╔══

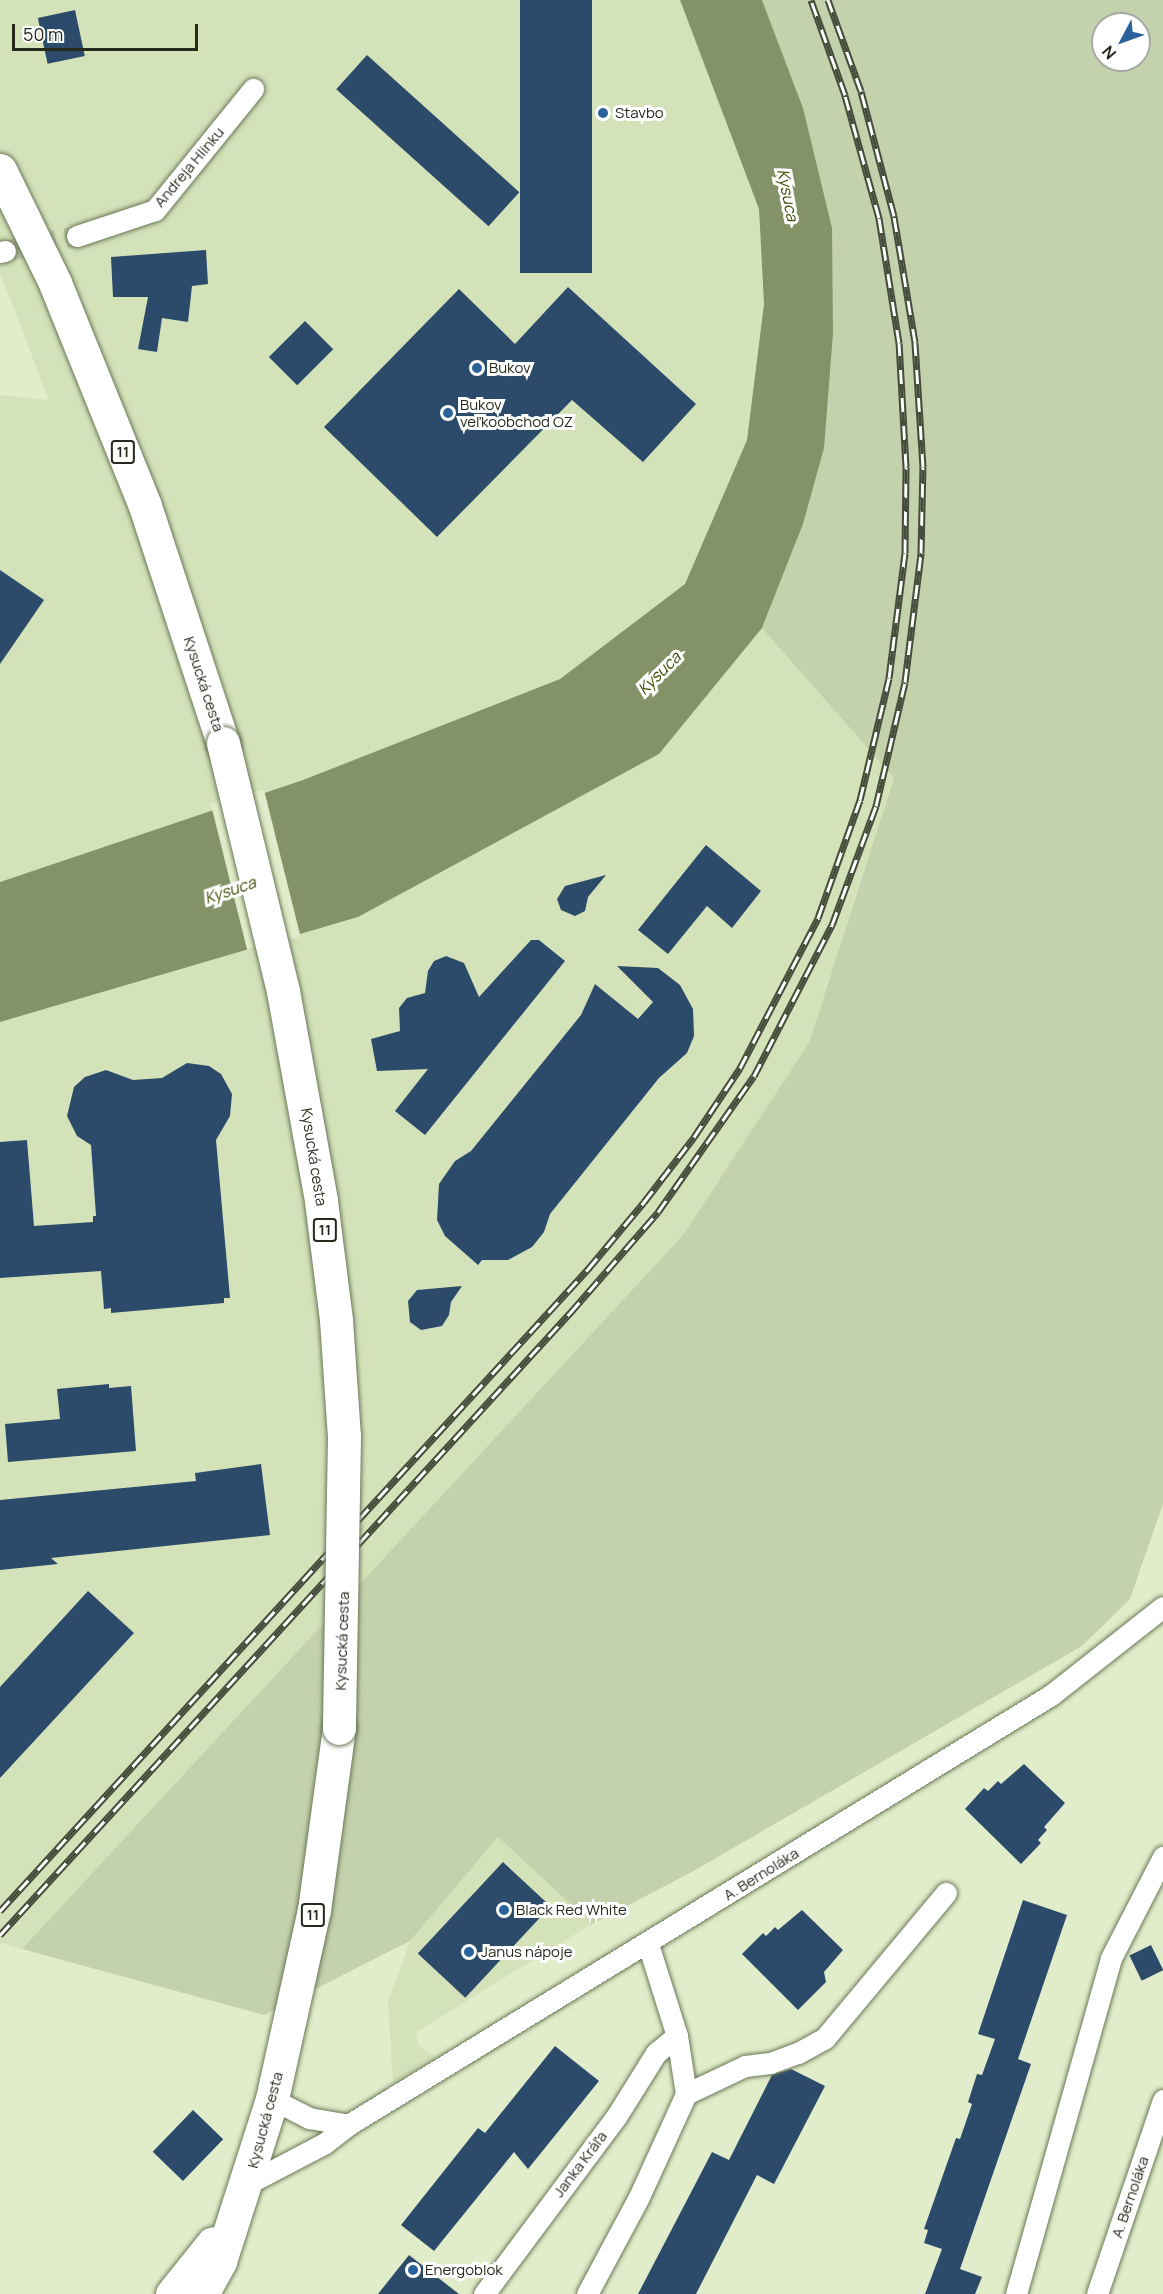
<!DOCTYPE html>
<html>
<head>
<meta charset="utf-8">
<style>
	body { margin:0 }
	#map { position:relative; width:1163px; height:2294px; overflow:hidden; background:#e1edca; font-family:Manrope,sans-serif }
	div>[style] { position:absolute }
	.built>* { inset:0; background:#d3e2b9 }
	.green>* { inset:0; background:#c4d1ad }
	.water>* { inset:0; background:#849367 }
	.pier>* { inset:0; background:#e1edca; transform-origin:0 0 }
	.building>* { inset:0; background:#2c4b6a; transform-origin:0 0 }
	.street-tunnel>* { height:21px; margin-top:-10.5px; transform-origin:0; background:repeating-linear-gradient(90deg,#bbc6a7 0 21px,transparent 0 31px) }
	.roads { filter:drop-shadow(0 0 2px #6c7758) drop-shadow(0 0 2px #6c7758) }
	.street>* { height:21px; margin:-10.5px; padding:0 10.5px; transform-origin:10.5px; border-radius:10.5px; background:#fff }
	.primary>* { height:33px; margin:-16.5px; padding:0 16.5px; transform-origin:16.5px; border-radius:16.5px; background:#fff }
	.rail>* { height:7px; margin-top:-3.5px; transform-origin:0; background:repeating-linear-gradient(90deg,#fff 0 14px,#464c3b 0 28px); box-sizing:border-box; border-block:2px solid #464c3b }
	.bridges { filter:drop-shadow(0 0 2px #6c7758) drop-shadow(0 0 2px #6c7758) }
	.primary-bridge>* { height:33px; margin:-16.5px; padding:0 16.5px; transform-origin:16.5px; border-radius:16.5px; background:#fff }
	.dots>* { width:16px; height:16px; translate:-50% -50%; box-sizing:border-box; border:3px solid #fff; border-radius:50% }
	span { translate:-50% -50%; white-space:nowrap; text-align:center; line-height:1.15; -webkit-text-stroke:6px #fff; paint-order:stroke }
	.shield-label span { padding:2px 4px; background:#fff; border:2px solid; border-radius:4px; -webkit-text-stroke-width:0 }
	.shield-label { font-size:14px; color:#252a1d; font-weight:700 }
	.poi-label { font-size:15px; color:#252a1d }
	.left { translate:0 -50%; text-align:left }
	.street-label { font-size:15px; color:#252a1d }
	.water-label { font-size:16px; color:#3b4c00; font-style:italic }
	.north { position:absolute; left:1091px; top:12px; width:60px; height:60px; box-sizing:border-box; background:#fff; border:2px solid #a8aaa5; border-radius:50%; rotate:229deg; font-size:16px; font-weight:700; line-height:24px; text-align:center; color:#252a1d }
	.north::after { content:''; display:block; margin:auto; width:21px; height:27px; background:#29629a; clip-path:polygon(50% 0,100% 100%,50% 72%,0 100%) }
	.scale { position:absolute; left:12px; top:24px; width:186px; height:27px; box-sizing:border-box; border:3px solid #252a1d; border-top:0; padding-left:8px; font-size:18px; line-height:21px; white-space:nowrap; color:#252a1d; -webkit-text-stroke:4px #fff; paint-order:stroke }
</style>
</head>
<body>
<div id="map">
	<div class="built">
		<i style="clip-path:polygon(0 0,680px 0,759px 209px,764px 304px,747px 440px,685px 584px,560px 679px,303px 780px,0 882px,0 395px,49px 400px,0 273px)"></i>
		<i style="clip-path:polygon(762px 628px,894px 778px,809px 1043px,683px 1235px,22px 1949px,0 1943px,0 1022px,358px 917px,659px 754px)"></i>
		<i style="clip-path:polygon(498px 1837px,592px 1924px,416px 2032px,418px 2044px,436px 2058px,393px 2083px,388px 2002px,410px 1941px)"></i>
	</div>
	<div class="green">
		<i style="clip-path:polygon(evenodd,762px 0,1163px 0,1163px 1504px,1130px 1599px,1082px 1646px,690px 1873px,592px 1924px,498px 1837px,410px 1941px,264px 2015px,22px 1949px,683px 1235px,809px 1043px,894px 778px,762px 628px,803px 524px,803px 108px,762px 0,1103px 24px,1139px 24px,1139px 60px,1103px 60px,1103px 24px)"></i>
	</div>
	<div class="water">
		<i style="clip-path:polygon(680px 0,762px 0,803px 108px,832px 228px,833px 333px,824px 448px,803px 524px,762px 628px,659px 754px,358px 917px,0 1022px,0 882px,303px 780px,560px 679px,685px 584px,747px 440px,764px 304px,759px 209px)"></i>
	</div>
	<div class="pier">
		<i style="left:264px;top:790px;width:151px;height:55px;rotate:76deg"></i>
	</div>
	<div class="building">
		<i style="left:520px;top:0;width:72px;height:273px"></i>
		<i style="left:75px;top:10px;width:47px;height:38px;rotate:78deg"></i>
		<i style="left:367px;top:55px;width:205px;height:46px;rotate:42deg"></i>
		<i style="clip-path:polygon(206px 250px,208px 284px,192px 286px,188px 322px,162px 318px,157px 352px,138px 349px,148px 297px,113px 297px,111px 257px)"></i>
		<i style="clip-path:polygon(568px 287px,696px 404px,643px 462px,572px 400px,437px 537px,324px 427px,459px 289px,515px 344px)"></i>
		<i style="left:305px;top:321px;width:40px;height:51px;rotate:45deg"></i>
		<i style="clip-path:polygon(0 570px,44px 600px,0 664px)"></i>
		<i style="clip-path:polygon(706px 845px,761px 891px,732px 928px,707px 906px,668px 954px,638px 930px)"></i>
		<i style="clip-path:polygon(606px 875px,588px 897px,585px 911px,575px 916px,561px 910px,557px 899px,565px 886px)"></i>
		<i style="clip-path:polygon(531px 940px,539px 940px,565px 961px,425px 1135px,395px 1111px,428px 1069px,377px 1071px,371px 1039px,400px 1031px,399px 1008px,407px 998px,425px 993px,428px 971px,434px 961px,446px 956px,464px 963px,479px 997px)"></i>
		<i style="clip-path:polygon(617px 966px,658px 968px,680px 985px,693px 1009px,694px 1036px,687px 1053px,659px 1078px,550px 1214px,544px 1232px,532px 1247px,508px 1260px,482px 1260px,478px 1265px,445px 1236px,437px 1220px,439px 1184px,455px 1161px,471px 1151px,581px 1015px,595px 984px,638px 1019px,653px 1002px)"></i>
		<i style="clip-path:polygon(187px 1063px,209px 1066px,221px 1074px,232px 1094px,230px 1116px,216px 1140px,230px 1298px,224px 1298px,224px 1303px,111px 1313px,111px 1308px,104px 1309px,101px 1271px,0 1278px,0 1142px,27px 1140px,34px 1226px,93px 1222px,93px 1216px,96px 1216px,91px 1145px,77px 1136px,67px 1116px,74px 1087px,85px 1077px,106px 1070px,133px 1080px,162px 1078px)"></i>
		<i style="clip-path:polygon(462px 1286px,451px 1302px,449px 1315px,442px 1326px,421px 1330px,410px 1322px,408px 1301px,417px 1290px)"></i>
		<i style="clip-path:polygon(109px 1384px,109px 1388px,131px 1386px,136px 1451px,8px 1462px,5px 1424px,60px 1419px,57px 1389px)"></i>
		<i style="clip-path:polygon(261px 1464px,270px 1535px,51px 1558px,58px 1564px,0 1570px,0 1500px,196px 1481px,195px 1473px)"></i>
		<i style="clip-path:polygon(88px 1591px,134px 1633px,0 1778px,0 1687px)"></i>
		<i style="clip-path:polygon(1024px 1764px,1065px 1803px,1044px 1827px,1047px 1830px,1038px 1840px,1041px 1843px,1021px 1864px,965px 1809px,984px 1788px,988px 1791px,998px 1781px,1001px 1784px)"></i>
		<i style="left:503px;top:1862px;width:65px;height:125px;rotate:43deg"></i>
		<i style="clip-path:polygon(1023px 1900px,1067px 1915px,1018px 2059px,1031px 2064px,960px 2269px,982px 2277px,975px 2294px,925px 2294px,942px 2249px,924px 2243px,928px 2230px,924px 2229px,956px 2138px,960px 2139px,972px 2104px,968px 2102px,977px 2074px,982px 2075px,995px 2039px,978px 2034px)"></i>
		<i style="clip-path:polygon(802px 1910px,843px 1950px,824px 1972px,826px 1982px,798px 2010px,742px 1954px,763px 1933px,766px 1936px,775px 1927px,778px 1930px)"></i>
		<i style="left:1151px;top:1945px;width:28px;height:24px;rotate:64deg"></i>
		<i style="clip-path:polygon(555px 2046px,599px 2081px,528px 2169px,514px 2152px,434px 2251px,401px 2225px,478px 2128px,485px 2133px)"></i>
		<i style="clip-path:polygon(791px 2069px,825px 2086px,774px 2184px,757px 2175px,696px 2294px,638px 2294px,712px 2152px,729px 2160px,772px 2075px)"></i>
		<i style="left:193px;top:2110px;width:42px;height:58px;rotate:44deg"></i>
		<i style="clip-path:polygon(409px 2255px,459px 2294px,378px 2294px)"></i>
	</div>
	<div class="street-tunnel">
		<i style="left:5px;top:251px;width:74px;rotate:-11.8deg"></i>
	</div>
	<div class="roads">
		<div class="street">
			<i style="left:77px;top:236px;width:82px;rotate:-18.4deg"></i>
			<i style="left:155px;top:210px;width:156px;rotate:-51deg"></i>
			<i style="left:0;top:252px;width:5px;rotate:-11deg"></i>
			<i style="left:686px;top:2094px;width:65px;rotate:-25.4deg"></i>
			<i style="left:745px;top:2066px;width:25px;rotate:-7deg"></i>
			<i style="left:770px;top:2063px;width:30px;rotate:-20deg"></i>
			<i style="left:798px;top:2053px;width:31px;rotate:-29deg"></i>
			<i style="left:825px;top:2038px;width:189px;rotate:-50.2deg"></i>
			<i style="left:272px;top:2099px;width:42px;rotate:27.2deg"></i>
			<i style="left:309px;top:2118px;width:40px;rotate:10deg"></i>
			<i style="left:247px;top:2184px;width:88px;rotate:-27.7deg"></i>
			<i style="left:325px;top:2143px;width:29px;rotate:-38deg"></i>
			<i style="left:348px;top:2125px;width:824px;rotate:-31.45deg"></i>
			<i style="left:1051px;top:1695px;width:142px;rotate:-38.2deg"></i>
			<i style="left:484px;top:2294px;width:221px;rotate:-53.3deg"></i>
			<i style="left:616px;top:2117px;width:75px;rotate:-58deg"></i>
			<i style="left:656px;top:2053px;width:27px;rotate:-39deg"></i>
			<i style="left:587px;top:2294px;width:108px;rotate:-61.8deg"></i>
			<i style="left:638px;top:2199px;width:115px;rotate:-65.4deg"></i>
			<i style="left:686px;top:2094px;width:59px;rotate:-98.8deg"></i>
			<i style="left:677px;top:2036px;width:96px;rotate:-107.5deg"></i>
			<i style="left:1016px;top:2294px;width:349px;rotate:-74.2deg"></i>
			<i style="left:1111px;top:1958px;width:114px;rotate:-62.8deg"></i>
			<i style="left:1097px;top:2294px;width:205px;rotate:-71.2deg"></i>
		</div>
		<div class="primary">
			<i style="left:0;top:170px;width:126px;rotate:64deg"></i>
			<i style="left:55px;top:283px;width:240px;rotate:68deg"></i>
			<i style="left:145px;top:506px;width:250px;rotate:71.8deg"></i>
			<i style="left:172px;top:2294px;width:65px;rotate:-51.2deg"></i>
			<i style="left:202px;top:2294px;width:38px;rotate:-61deg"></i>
			<i style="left:220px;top:2261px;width:170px;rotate:-72.2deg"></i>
			<i style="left:272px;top:2099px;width:194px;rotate:-77.5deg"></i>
			<i style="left:314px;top:1910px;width:184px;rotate:-82.2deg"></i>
		</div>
	</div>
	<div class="rail">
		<i style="left:0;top:1911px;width:871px;rotate:-47.51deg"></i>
		<i style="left:588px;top:1269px;width:87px;rotate:-50.1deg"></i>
		<i style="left:644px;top:1202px;width:82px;rotate:-52.4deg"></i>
		<i style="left:694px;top:1137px;width:83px;rotate:-56.3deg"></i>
		<i style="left:740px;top:1068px;width:169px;rotate:-62.5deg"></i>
		<i style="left:818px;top:918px;width:125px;rotate:-70.4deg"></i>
		<i style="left:860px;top:800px;width:125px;rotate:-76.6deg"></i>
		<i style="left:889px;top:678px;width:126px;rotate:-82.7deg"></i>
		<i style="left:905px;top:553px;width:86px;rotate:-89.3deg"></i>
		<i style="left:906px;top:467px;width:124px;rotate:-93.2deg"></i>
		<i style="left:899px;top:343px;width:127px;rotate:-99.1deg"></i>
		<i style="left:879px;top:218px;width:128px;rotate:-105.5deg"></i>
		<i style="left:845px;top:95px;width:101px;rotate:-109.7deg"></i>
		<i style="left:0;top:1935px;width:844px;rotate:-47.5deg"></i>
		<i style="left:570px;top:1313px;width:134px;rotate:-48.9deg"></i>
		<i style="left:658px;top:1212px;width:166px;rotate:-54.8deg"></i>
		<i style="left:754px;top:1076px;width:170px;rotate:-62.7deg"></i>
		<i style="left:832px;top:925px;width:127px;rotate:-69.7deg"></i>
		<i style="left:876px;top:806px;width:127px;rotate:-76.8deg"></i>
		<i style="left:905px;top:682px;width:130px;rotate:-82.9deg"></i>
		<i style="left:921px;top:553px;width:86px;rotate:-88.7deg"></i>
		<i style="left:923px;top:467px;width:125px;rotate:-93.7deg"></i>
		<i style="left:915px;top:342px;width:128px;rotate:-99.5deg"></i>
		<i style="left:894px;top:216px;width:129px;rotate:-104.8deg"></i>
		<i style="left:861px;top:91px;width:97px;rotate:-109.9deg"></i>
	</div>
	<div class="bridges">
		<div class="primary-bridge">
			<i style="left:223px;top:743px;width:255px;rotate:76.4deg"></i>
			<i style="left:283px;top:991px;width:213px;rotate:79.7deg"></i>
			<i style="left:321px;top:1201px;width:120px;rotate:82.8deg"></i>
			<i style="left:336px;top:1320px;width:116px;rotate:86.1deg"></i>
			<i style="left:344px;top:1436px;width:292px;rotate:91deg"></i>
		</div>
	</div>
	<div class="dots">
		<i style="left:603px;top:113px;background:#29629a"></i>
		<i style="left:477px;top:368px;background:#29629a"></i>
		<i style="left:448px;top:413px;background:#29629a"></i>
		<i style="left:504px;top:1910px;background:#29629a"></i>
		<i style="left:469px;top:1952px;background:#29629a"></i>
		<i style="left:413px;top:2270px;background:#29629a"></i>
	</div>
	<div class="shield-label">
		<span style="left:123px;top:452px">11</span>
		<span style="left:325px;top:1230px">11</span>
		<span style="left:313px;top:1915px">11</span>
	</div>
	<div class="poi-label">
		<span class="left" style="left:615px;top:113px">Stavbo</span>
		<span class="left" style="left:489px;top:368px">Bukov</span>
		<span class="left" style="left:460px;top:413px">Bukov<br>veľkoobchod OZ</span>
		<span class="left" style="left:516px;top:1910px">Black Red White</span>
		<span class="left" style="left:481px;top:1952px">Janus nápoje</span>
		<span class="left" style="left:425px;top:2270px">Energoblok</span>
	</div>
	<div class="street-label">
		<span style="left:189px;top:167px;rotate:-50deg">Andreja Hlinku</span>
		<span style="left:204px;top:684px;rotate:72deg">Kysucká cesta</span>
		<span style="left:314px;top:1157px;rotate:81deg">Kysucká cesta</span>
		<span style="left:342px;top:1641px;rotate:-88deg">Kysucká cesta</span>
		<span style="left:761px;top:1874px;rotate:-32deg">A. Bernoláka</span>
		<span style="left:265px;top:2120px;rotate:-75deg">Kysucká cesta</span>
		<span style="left:580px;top:2164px;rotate:-53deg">Janka Kráľa</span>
		<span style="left:1130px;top:2197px;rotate:-71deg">A. Bernoláka</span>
	</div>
	<div class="water-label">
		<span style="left:788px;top:195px;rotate:79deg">Kysuca</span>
		<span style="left:659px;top:673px;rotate:-45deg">Kysuca</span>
		<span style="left:230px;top:890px;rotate:-19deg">Kysuca</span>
	</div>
	<div class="north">N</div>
	<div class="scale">50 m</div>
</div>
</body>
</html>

╚══

* TASK PROMPT: What you return must be an exact retyping of the lines above starting at the line with "padding:2px 4px; background:#fff;" and ending at the line with "position:absolute; left:1091px; top:12px;", and nothing besides.

* FINAL ANSWER:
	.shield-label span { padding:2px 4px; background:#fff; border:2px solid; border-radius:4px; -webkit-text-stroke-width:0 }
	.shield-label { font-size:14px; color:#252a1d; font-weight:700 }
	.poi-label { font-size:15px; color:#252a1d }
	.left { translate:0 -50%; text-align:left }
	.street-label { font-size:15px; color:#252a1d }
	.water-label { font-size:16px; color:#3b4c00; font-style:italic }
	.north { position:absolute; left:1091px; top:12px; width:60px; height:60px; box-sizing:border-box; background:#fff; border:2px solid #a8aaa5; border-radius:50%; rotate:229deg; font-size:16px; font-weight:700; line-height:24px; text-align:center; color:#252a1d }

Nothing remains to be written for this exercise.